Early Sunday morning, first day of the week, the disciples were distraught at the turn of events over the weekend. It was totally devastating for them to watch what they had hoped and prayed would be God’s saving actions would end up so disastrously. The apostles were particularly afraid for they could very well be the next one that the Romans will be going after.
And then, totally unexpected, He is alive. He shows himself to Mary. He shows Himself to the eleven. They are in total disbelief at what is happening. He comforts the weeping Mary. He asks Thomas to put his finger into His side. He even cooks a breakfast for them. They had heard Him say He would rise up but they must have taken that with a healthy helping of salt grains. He teaches them God, ultimately, is in control – over death and over life, over sin and over grace, over darkness and over light.
When things do not happen as I have hoped and prayed for, God is cooking up something different and always something better for me; or He is saving me from some catastrophe; or what I have asked for is taking Him a little bit more time and resources to make happen.
I reflect on these verses I am re-blogging from a blog I follow (Morning Story and Dilbert). They speak to me of how God is in control of my life.
I asked God for strength, that I might achieve.

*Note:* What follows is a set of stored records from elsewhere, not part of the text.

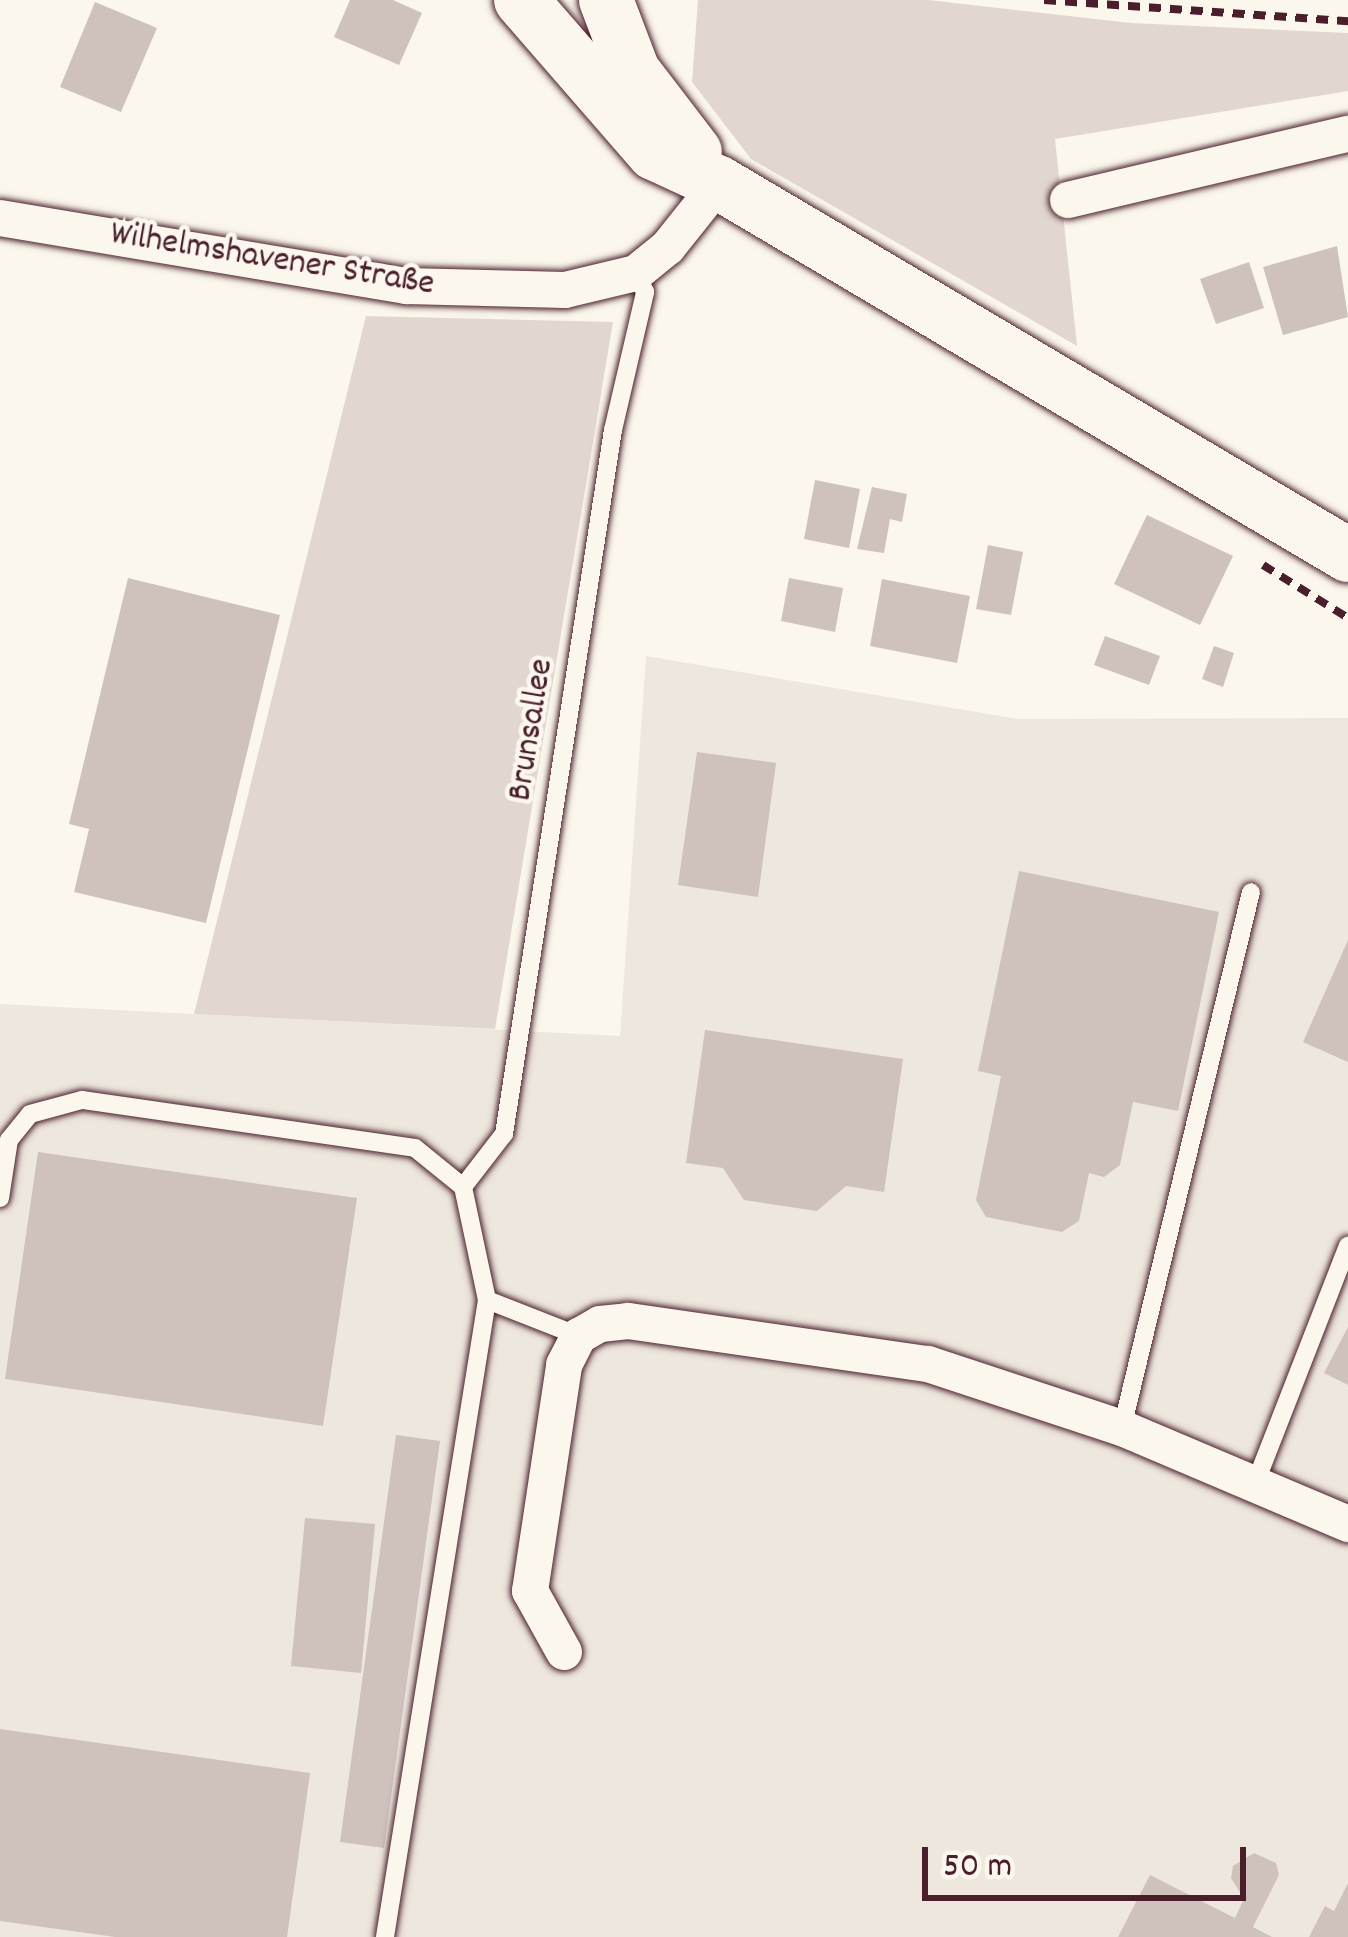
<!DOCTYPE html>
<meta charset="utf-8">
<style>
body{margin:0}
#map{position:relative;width:1348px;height:1937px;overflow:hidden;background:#fbf7ec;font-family:Dekko,sans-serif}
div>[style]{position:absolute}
.built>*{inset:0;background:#eee7de}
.green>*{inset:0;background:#e2d7d0}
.building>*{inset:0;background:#cfc2bc}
.path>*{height:8px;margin-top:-4px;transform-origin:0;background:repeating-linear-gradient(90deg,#4a1f2b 0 12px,transparent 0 21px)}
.roads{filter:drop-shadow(0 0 3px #4a1f2b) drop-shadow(0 0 3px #4a1f2b)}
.lane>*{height:18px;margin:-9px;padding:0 9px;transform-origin:9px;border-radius:9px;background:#fbf7ec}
.street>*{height:36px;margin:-18px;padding:0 18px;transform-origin:18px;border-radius:18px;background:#fbf7ec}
.secondary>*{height:54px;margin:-27px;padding:0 27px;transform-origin:27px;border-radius:27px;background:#fbf7ec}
span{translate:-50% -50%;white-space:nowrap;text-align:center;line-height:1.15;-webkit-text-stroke:9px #fbf7ec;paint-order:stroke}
.street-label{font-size:36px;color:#4a1f2b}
.scale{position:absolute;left:922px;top:1847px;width:324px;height:54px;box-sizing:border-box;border:6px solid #4a1f2b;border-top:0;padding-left:15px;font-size:36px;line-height:42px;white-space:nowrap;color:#4a1f2b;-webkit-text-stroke:9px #fbf7ec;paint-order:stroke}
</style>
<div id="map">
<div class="built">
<i style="clip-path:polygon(646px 656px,1018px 719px,1348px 718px,1348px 1937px,0 1937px,0 1004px,620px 1036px)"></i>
</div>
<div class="green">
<i style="clip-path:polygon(698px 0,928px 0,1131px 23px,1348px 33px,1348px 91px,1055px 139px,1077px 346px,751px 159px,692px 82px)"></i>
<i style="clip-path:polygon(366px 316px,613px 322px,495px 1029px,194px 1014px)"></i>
</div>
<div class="building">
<i style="clip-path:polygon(350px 0,393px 0,422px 13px,399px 65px,334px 37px)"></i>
<i style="clip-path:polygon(95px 2px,157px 28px,121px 112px,60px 87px)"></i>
<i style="clip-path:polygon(1337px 246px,1348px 317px,1283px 335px,1263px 267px)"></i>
<i style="clip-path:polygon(1249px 262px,1264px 308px,1216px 324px,1200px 279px)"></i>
<i style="clip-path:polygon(815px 480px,860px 489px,849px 548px,804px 539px)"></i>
<i style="clip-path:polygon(872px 487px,907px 494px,902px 522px,890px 519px,884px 553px,857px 549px)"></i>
<i style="clip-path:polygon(1147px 515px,1233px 556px,1200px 625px,1114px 584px)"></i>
<i style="clip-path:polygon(988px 545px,1023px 552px,1011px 615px,976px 609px)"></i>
<i style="clip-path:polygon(128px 578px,280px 615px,206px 923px,74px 892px,89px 829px,69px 824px)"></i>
<i style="clip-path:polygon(789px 578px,843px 588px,835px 632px,781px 621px)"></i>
<i style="clip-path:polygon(882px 579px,970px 596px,957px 663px,870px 646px)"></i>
<i style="clip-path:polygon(1105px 636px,1160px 656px,1149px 685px,1094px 665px)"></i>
<i style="clip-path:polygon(1214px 646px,1234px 653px,1223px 687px,1202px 679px)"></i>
<i style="clip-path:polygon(697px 752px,776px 763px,758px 897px,678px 885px)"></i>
<i style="clip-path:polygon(1019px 871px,1219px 912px,1178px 1111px,1133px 1102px,1120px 1165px,1104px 1177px,1089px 1173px,1079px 1221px,1062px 1232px,986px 1217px,976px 1200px,1001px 1076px,978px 1071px)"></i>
<i style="clip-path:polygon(1348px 940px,1348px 1062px,1303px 1042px)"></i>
<i style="clip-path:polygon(705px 1030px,903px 1059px,884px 1192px,846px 1186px,817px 1211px,744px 1200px,723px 1168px,686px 1163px)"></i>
<i style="clip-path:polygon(38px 1152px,357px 1198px,323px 1426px,5px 1379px)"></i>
<i style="clip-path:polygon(1348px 1327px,1348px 1385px,1324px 1373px)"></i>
<i style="clip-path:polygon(396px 1435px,440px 1441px,384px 1848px,340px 1842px)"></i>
<i style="clip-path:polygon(305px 1518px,375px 1524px,361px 1673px,291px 1666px)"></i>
<i style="clip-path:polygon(0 1729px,310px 1773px,287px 1937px,115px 1937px,0 1921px)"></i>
<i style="clip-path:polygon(1254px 1853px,1276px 1863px,1279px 1875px,1253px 1927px,1272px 1937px,1118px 1937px,1150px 1875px,1235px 1918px,1244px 1899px,1231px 1878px,1233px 1866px)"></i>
<i style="clip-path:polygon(1348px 1883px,1348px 1937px,1309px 1937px,1325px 1906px,1334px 1911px)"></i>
</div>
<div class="path">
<i style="left:1044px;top:0;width:305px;rotate:4deg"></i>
<i style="left:1263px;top:565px;width:100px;rotate:31.9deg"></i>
</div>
<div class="roads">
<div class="lane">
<i style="left:463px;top:1187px;width:67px;rotate:-52.3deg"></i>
<i style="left:504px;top:1134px;width:712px;rotate:-81.2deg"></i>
<i style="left:613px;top:430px;width:142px;rotate:-76.9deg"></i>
<i style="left:645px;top:292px;width:21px;rotate:-115deg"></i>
<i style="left:0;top:1198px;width:59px;rotate:-81.2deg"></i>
<i style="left:9px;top:1140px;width:33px;rotate:-51deg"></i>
<i style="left:30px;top:1114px;width:54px;rotate:-15.1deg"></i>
<i style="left:82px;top:1100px;width:336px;rotate:8.2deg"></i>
<i style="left:415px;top:1148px;width:62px;rotate:39.1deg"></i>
<i style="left:463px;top:1187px;width:116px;rotate:78deg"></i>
<i style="left:487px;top:1300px;width:645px;rotate:99.1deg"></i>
<i style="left:487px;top:1300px;width:99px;rotate:21.4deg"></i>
<i style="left:1122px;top:1428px;width:551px;rotate:-76.47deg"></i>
<i style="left:1255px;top:1484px;width:256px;rotate:-68.7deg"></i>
</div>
<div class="street">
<i style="left:1068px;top:200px;width:288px;rotate:-13.3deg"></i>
<i style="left:0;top:218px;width:412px;rotate:9.5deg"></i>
<i style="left:406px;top:286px;width:159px;rotate:1.4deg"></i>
<i style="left:565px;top:290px;width:73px;rotate:-13.5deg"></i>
<i style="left:636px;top:273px;width:41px;rotate:-39.1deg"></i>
<i style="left:668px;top:247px;width:82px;rotate:-51.4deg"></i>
<i style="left:564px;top:1652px;width:70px;rotate:-119.1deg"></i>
<i style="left:530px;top:1591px;width:229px;rotate:-81.4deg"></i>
<i style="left:564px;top:1365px;width:33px;rotate:-63deg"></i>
<i style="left:579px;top:1336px;width:24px;rotate:-30deg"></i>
<i style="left:600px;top:1324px;width:28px;rotate:-6deg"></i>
<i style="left:628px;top:1321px;width:303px;rotate:8.2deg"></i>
<i style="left:928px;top:1364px;width:204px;rotate:18.3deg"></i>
<i style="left:1122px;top:1428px;width:246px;rotate:23deg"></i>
</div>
<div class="secondary">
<i style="left:521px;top:0;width:203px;rotate:49deg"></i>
<i style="left:654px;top:153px;width:72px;rotate:24.8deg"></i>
<i style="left:719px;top:183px;width:731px;rotate:30.6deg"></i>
<i style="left:606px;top:0;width:76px;rotate:69.2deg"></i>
<i style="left:633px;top:71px;width:102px;rotate:52.6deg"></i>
</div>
</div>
<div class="street-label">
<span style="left:272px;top:261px;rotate:9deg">Wilhelmshavener Straße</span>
<span style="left:533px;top:730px;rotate:-81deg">Brunsallee</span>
</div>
<div class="scale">50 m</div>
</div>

I was made weak, that I might learn humbly to obey . . .
I asked for health, that I might do greater things.
I was given infirmity, that I might do better things …
I asked for riches, that I might be happy.
I was given poverty, that I might be wise …
I asked for power, that I might have the praise of men.
I was given weakness, that I might feel the need of God .. .
I asked for all things, that I might enjoy life.
I was given life, that I might enjoy all things …
I got nothing I asked for–but everything I had hoped for.
Almost despite myself, my unspoken prayers were answered.
I, among all men, am most richly blessed!